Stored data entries
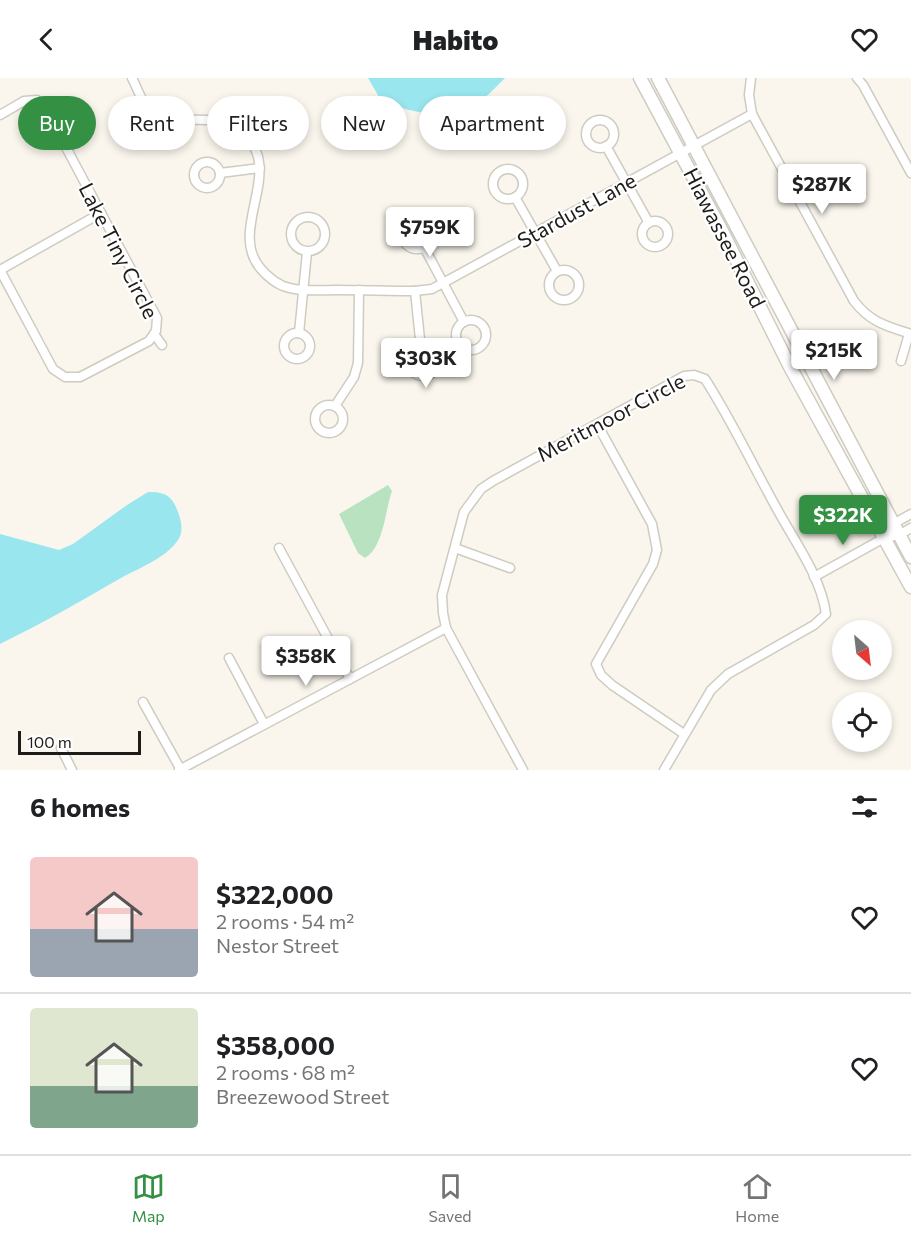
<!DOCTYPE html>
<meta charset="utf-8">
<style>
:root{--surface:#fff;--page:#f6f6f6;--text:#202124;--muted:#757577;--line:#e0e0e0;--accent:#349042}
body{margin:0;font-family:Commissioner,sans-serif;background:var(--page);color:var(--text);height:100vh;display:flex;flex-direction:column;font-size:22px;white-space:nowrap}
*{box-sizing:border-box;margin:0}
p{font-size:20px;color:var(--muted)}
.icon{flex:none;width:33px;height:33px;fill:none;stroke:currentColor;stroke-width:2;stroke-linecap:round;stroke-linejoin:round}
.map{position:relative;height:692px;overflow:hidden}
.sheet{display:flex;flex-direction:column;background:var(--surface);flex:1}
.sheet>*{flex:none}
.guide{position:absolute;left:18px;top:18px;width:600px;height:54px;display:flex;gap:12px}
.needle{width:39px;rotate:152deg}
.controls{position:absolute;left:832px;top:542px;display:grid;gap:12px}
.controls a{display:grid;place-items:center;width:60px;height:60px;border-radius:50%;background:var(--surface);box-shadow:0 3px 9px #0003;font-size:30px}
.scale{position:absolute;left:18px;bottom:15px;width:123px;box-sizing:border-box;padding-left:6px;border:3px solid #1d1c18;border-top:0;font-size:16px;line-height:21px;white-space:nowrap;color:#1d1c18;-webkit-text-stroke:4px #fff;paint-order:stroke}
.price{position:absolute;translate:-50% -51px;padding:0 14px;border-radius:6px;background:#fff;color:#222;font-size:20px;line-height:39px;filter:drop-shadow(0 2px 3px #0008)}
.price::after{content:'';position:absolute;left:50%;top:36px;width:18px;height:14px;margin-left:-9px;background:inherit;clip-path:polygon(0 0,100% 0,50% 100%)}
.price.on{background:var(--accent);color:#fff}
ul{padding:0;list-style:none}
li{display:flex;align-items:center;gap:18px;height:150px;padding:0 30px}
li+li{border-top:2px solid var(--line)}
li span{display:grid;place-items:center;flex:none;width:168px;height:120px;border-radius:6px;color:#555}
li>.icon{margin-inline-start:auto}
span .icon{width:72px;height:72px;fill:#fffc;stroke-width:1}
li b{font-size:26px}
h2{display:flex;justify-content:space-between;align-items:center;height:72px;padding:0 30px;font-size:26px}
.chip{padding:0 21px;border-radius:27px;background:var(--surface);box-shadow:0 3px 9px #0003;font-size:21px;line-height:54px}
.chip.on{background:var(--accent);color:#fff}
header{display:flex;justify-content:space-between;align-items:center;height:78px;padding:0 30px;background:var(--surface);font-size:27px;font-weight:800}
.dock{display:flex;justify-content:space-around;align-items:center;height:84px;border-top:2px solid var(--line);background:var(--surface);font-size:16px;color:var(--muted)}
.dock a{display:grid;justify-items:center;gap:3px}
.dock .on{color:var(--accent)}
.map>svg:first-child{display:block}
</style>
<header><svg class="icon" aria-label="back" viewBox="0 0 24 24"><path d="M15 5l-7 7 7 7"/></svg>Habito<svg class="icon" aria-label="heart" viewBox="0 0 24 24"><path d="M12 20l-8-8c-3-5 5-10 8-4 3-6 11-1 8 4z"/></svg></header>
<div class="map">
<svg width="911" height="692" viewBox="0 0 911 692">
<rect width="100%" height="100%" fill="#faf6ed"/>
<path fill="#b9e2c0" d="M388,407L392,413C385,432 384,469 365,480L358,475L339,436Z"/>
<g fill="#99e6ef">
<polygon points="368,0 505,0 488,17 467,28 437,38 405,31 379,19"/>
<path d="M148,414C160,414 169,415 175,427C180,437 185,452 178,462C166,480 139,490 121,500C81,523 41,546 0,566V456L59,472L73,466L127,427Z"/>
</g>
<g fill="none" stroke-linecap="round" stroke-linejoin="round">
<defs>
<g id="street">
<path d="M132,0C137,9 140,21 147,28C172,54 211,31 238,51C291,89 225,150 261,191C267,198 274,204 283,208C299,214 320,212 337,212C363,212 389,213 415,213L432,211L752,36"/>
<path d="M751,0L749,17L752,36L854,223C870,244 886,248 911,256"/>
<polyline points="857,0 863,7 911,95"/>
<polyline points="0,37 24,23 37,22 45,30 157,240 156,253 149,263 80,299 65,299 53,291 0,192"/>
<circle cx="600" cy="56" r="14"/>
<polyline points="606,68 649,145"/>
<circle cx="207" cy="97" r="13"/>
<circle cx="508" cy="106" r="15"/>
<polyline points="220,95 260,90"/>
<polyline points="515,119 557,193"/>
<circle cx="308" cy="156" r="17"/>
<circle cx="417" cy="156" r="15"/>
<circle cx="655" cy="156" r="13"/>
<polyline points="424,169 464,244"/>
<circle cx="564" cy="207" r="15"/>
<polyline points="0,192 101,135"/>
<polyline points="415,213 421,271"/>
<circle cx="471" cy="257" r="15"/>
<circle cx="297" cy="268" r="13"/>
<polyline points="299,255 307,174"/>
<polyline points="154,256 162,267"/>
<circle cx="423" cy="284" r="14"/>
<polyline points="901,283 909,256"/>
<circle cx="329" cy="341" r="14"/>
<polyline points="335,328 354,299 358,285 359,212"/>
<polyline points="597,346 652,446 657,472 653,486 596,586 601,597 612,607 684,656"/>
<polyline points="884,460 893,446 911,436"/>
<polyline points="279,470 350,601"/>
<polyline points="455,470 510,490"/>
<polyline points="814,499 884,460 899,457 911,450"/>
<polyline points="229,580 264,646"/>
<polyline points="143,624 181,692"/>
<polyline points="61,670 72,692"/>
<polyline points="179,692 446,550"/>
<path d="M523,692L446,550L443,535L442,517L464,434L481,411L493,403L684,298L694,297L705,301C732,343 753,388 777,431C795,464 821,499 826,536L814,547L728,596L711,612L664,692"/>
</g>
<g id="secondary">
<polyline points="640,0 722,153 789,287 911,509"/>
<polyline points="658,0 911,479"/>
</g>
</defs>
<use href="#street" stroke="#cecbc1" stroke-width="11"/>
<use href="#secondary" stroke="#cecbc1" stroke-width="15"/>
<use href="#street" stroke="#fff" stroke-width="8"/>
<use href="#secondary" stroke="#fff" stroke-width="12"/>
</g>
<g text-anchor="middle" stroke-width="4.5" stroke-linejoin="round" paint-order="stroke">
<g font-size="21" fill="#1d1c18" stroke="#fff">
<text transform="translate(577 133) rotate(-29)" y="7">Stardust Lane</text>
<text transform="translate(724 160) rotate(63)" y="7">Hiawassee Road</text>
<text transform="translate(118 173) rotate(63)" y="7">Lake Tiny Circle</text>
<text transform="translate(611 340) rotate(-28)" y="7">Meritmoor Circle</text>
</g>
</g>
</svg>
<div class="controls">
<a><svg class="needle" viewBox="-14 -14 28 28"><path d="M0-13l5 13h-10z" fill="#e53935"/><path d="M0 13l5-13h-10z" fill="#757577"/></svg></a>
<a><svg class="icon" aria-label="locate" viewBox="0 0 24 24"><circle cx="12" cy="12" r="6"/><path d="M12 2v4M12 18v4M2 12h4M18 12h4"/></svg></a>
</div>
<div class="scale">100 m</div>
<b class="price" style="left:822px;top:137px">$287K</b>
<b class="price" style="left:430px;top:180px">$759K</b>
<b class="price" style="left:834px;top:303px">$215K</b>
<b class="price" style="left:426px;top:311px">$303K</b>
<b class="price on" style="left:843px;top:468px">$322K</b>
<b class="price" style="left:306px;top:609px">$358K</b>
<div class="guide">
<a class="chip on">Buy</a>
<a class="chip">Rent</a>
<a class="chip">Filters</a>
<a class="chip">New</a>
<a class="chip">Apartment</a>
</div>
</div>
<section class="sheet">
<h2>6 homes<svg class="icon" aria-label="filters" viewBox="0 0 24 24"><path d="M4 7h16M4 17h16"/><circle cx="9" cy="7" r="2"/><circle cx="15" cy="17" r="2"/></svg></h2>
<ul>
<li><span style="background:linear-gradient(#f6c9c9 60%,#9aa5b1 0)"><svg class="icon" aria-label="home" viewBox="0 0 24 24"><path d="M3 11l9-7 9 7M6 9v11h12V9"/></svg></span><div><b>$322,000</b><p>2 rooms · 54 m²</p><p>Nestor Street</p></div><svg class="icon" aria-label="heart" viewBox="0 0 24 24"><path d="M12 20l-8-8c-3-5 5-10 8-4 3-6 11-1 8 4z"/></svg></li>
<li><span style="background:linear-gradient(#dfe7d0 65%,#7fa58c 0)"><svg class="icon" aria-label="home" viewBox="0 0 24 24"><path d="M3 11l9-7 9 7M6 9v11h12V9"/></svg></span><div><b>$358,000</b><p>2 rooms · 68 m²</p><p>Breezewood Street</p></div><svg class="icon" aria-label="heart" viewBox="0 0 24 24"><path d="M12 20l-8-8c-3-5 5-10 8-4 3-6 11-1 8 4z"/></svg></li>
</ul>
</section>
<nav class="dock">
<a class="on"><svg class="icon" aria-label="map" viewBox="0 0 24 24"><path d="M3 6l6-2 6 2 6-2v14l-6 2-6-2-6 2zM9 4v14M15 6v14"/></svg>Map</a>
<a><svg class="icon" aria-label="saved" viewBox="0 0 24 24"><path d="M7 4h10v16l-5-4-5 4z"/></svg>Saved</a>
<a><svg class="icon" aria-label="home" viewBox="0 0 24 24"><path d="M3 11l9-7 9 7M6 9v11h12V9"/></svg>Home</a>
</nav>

• [PROBLEM STATEMENT]: Return each line of the data where the word "scale" appears.

• [PROBLEM SOLUTION]:
.scale{position:absolute;left:18px;bottom:15px;width:123px;box-sizing:border-box;padding-left:6px;border:3px solid #1d1c18;border-top:0;font-size:16px;line-height:21px;white-space:nowrap;color:#1d1c18;-webkit-text-stroke:4px #fff;paint-order:stroke}
<div class="scale">100 m</div>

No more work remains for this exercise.